このように記述することでnpm run watch
と入力すれば
今までbrowserifyとCSSの自動化ができています。
ではgulpfile.jsについて詳しく見ていきます。
gulp.task("watch", function () { });
今までも何度か出てきているものですが、この記述内に書かれたものがwatchが呼び出された際に実行されるコマンド、ということになります。

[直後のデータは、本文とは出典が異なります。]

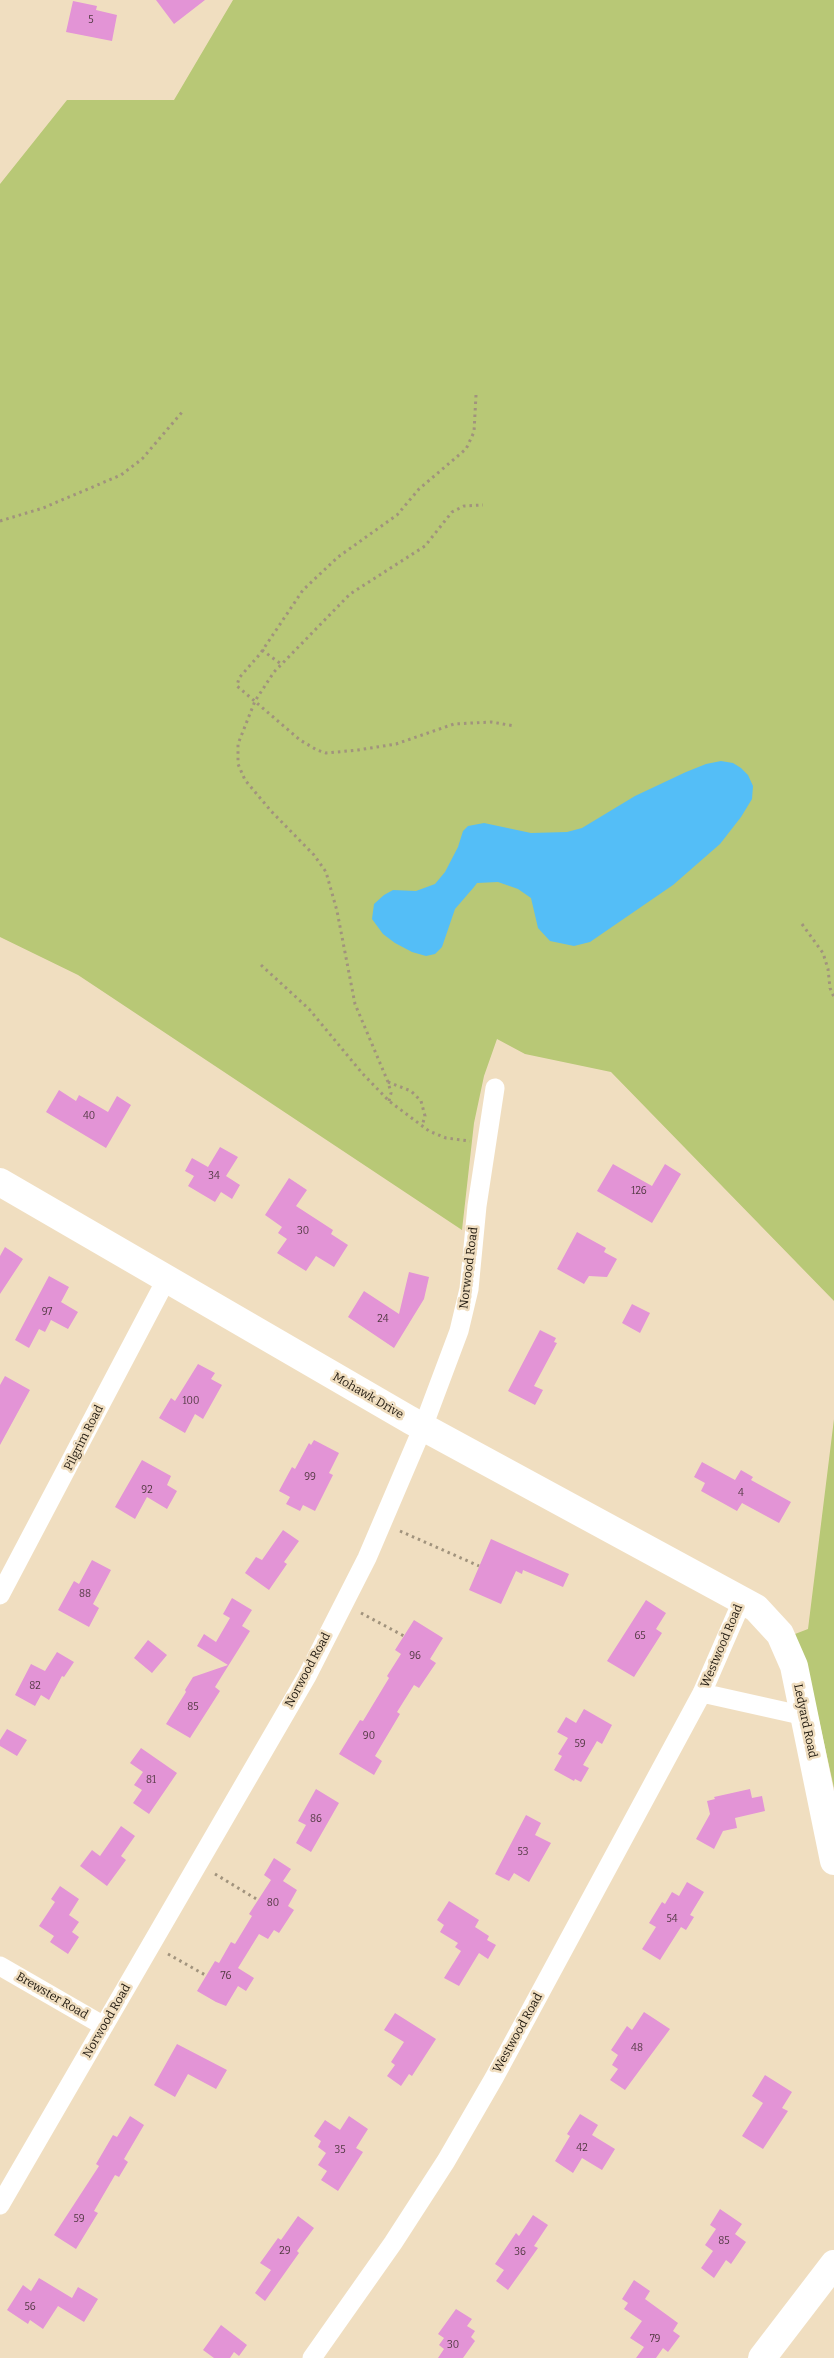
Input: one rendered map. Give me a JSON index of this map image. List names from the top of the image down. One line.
{"streets":{"street":["Norwood Road","Mohawk Drive","Pilgrim Road","Westwood Road","Ledyard Road","Brewster Road"]},"crossings":[["Norwood Road","Mohawk Drive"],["Norwood Road","Brewster Road"],["Mohawk Drive","Pilgrim Road"],["Mohawk Drive","Westwood Road"],["Mohawk Drive","Ledyard Road"],["Westwood Road","Ledyard Road"]],"house_numbers":["5","40","34","126","30","97","24","100","99","92","4","88","65","96","82","85","90","59","81","86","53","80","54","76","48","42","35","59","85","29","36","56","79","30"]}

gulp.watch("src/js/*.js", gulp.parallel(["build"]));
ですが、
src/js/*.js"
は監視したいファイルの位置を指定します。ファイルに変更があった場合、動作します。
何を動作させるのか書かれているのが後半のgulp.parallel(["build"])
です。
この場合build
してね、ということですね。
gulp.parallel
ですが gulp v4 で追加されたものです。
gulp.series
とgulp.parallel
の2種類あります。
- gulp.series : 順番に実行
- gulp.parallel : 並列に実行
終わりに
フロントエンド界隈は移り変わりが激しく、すぐに別のツールが主流になったりするため フロントエンドと聞くと難しそうだとか思う方もいるかと思いますが 案外やってみるとそんなに複雑ではなかったという印象です。 昔に少し趣味で触ったことがある程度の私のような骨董品みたいなhtml知識で止まっていた人が 最先端でなくても少しはフロントエンドといえる環境に近づけられたならうれしい限りです。
2019年3月現在、browserifyやgulpが主流から外れてきているそうです。 webpackを導入し、npm scriptで動作させるというのが主流になりつつあるそうです。 なんとなくこのチュートリアルで感覚をつかんで、これを足掛かりにwebpackなどの学習につなげられたらとてもうれしいです。